# [WHAT YOU WILL DO]
Out of the records below, copy all lines in which the word "this" occurs.

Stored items
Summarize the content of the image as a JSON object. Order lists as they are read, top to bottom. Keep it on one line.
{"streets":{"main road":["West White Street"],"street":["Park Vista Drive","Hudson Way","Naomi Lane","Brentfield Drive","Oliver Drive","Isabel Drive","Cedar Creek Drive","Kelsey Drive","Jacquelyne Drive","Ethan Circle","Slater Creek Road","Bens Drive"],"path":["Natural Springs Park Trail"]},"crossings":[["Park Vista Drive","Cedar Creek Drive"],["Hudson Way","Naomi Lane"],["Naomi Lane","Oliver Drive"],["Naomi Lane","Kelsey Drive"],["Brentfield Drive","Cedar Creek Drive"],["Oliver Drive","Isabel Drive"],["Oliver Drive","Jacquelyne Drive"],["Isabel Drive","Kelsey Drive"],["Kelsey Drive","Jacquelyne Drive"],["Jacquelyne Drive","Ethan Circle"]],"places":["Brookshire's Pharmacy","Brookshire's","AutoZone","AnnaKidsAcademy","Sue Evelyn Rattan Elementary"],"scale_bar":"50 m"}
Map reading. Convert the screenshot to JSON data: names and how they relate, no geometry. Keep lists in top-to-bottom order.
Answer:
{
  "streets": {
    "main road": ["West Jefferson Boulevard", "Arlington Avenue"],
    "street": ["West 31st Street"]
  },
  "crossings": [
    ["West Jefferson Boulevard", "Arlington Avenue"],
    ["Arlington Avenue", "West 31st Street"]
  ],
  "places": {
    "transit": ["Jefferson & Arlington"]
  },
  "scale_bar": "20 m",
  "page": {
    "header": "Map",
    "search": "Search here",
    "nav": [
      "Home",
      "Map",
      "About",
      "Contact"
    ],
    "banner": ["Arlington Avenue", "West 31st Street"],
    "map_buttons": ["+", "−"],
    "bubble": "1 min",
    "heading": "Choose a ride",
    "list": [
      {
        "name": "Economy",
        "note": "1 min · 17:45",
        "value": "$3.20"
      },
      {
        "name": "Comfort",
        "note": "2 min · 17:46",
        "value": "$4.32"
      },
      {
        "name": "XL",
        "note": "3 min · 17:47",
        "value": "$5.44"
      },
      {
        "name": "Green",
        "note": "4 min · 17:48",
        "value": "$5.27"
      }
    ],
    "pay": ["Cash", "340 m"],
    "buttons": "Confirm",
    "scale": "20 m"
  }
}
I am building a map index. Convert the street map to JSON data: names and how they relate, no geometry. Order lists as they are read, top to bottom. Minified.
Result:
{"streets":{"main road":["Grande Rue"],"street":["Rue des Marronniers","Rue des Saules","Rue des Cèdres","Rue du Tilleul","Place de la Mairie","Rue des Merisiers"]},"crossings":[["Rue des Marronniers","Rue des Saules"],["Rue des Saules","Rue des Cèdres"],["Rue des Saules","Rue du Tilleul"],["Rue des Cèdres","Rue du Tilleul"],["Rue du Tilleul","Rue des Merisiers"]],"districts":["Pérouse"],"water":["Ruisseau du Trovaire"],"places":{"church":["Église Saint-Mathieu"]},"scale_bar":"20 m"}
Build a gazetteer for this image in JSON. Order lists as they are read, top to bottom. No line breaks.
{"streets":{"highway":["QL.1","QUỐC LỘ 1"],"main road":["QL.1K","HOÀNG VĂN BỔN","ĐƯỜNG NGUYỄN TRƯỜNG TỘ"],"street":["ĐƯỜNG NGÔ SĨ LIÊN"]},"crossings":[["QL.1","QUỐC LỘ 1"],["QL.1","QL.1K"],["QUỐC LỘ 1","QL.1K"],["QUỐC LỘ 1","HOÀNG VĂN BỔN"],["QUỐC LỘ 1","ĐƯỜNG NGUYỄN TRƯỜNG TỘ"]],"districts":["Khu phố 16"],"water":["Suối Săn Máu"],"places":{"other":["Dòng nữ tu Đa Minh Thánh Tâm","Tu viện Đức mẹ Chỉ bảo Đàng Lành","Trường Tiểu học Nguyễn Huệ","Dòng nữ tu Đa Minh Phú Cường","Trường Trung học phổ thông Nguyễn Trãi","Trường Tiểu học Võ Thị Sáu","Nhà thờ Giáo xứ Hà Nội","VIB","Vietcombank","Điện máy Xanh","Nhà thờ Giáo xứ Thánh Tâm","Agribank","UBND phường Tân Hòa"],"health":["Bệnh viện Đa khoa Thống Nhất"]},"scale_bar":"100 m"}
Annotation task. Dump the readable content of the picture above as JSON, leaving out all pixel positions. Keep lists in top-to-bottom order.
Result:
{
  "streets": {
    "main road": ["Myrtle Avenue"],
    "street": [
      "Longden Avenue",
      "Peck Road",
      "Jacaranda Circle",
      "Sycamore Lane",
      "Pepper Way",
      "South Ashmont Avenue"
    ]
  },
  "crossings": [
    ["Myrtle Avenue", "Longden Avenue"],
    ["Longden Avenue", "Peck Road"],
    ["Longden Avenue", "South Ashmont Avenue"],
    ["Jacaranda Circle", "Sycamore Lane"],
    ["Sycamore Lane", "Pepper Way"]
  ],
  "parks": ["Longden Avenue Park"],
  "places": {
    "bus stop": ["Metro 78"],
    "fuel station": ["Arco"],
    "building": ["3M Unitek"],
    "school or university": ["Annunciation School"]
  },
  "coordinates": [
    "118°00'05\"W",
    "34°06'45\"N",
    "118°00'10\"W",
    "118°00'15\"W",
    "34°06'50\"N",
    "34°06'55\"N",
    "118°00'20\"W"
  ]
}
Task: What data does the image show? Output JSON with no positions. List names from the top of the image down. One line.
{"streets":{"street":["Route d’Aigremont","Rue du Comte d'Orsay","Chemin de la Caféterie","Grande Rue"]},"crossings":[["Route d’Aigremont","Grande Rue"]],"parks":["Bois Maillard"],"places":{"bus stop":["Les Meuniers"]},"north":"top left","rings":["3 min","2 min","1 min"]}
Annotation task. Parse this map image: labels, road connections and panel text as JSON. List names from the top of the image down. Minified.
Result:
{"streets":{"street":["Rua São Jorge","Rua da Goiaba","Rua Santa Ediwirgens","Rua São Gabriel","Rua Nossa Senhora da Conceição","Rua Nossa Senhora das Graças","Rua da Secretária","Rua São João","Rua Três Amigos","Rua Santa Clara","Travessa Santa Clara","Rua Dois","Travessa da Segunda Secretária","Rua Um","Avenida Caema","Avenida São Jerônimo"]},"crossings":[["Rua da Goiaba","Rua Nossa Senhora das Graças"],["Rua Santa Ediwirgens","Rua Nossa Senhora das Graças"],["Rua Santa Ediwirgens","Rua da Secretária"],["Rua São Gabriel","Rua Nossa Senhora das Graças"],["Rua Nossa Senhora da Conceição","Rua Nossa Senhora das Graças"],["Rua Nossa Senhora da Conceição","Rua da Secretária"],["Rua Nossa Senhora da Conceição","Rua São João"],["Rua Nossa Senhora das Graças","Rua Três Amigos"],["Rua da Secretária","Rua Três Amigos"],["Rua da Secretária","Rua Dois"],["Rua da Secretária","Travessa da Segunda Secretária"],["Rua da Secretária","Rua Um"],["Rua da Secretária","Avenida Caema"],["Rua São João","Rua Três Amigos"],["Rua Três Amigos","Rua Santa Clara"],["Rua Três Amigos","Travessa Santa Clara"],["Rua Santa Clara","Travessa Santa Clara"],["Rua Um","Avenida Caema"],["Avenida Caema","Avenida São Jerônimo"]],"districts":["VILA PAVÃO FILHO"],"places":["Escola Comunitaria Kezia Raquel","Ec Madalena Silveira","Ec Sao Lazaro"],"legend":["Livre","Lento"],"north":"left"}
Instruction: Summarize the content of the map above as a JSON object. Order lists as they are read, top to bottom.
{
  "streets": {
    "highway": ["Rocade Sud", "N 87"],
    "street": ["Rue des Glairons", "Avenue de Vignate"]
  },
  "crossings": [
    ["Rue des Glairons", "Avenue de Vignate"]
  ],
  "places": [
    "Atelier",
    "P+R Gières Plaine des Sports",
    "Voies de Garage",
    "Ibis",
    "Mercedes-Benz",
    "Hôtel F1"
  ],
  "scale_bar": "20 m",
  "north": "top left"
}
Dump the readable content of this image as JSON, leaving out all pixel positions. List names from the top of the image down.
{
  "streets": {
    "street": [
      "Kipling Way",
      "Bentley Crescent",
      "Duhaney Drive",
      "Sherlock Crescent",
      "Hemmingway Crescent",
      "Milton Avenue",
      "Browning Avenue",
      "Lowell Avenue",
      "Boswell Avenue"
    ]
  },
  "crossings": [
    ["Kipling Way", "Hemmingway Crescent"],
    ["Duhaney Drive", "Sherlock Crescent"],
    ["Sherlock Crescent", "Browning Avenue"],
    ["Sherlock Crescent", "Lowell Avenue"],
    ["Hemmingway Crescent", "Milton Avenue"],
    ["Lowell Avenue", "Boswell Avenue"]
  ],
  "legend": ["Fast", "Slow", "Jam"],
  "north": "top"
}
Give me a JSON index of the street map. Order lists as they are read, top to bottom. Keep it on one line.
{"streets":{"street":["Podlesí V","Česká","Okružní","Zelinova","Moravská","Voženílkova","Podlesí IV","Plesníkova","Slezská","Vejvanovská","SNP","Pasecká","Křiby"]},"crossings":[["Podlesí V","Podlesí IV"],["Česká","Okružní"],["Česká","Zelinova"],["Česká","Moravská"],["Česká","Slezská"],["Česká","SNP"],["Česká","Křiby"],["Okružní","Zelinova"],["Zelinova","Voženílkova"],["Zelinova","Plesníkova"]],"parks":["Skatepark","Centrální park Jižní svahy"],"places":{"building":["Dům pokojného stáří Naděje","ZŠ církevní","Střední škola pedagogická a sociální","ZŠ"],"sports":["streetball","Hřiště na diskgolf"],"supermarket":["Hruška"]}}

# [WRITTEN ANSWER]
Build a gazetteer for this image in JSON. Order lists as they are read, top to bottom. No line breaks.
Annotation task. Parse this map image: labels, road connections and panel text as JSON. List names from the top of the image down. Minified.
Dump the readable content of this image as JSON, leaving out all pixel positions. List names from the top of the image down.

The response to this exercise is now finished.